-------- Information provided --------

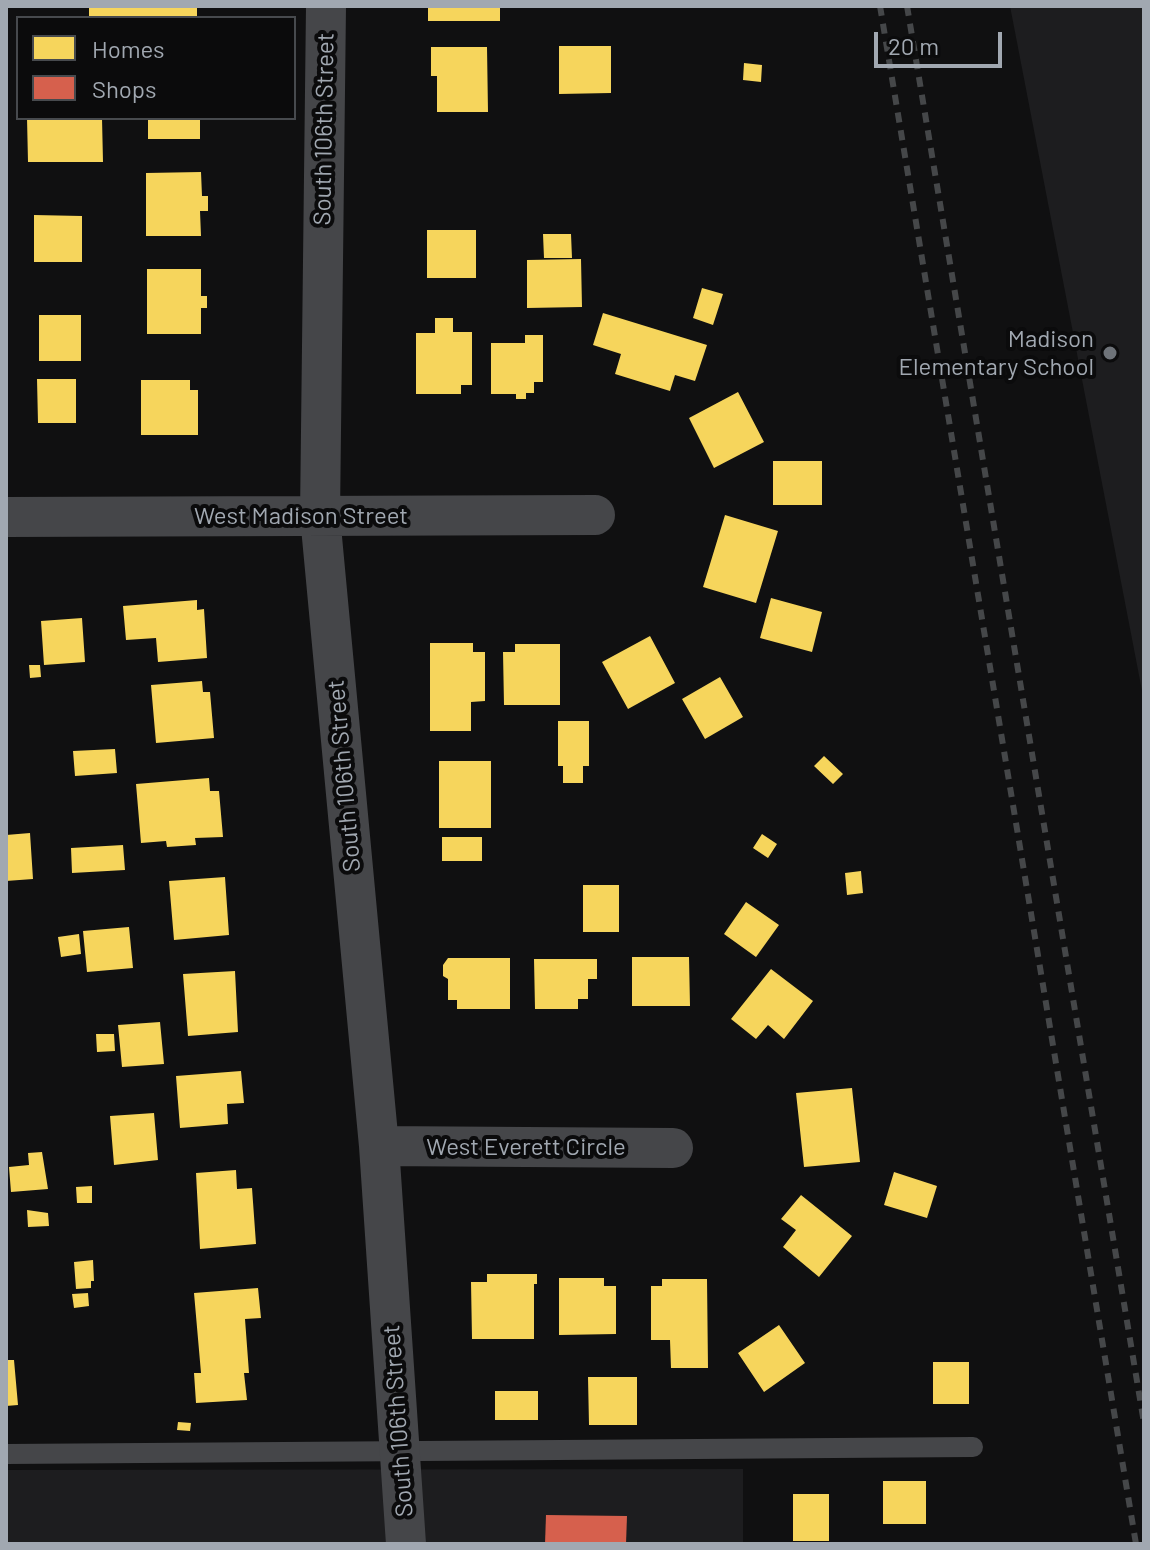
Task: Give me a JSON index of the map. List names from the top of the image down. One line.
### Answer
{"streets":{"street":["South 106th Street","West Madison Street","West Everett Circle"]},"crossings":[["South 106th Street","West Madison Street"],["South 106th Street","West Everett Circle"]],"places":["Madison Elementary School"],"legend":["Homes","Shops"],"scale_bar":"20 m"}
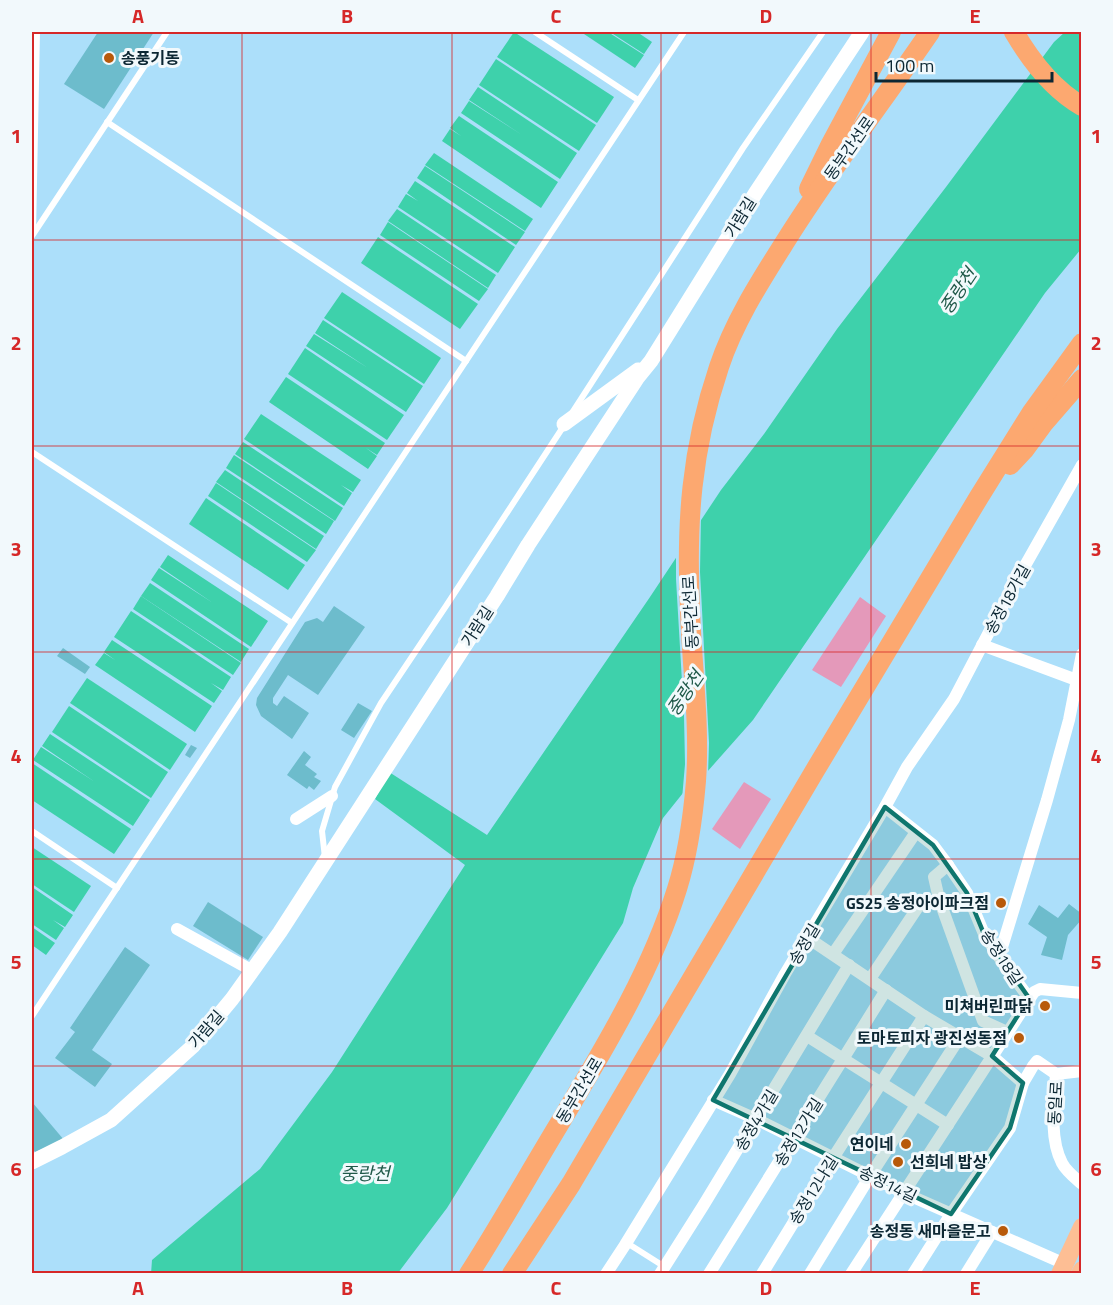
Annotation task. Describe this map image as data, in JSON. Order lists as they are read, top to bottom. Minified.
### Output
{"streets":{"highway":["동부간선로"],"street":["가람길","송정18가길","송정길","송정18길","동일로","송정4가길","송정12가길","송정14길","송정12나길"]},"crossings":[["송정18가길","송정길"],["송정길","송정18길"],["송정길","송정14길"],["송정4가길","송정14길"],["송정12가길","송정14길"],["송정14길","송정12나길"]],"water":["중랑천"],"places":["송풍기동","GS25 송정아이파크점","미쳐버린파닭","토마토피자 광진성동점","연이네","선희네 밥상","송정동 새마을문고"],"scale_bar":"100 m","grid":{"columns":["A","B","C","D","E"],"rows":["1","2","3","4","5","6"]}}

--------

■ Task to carry out:
State how many lines in the records above contain the word "image". Write the number alone.

■ Completed task:
2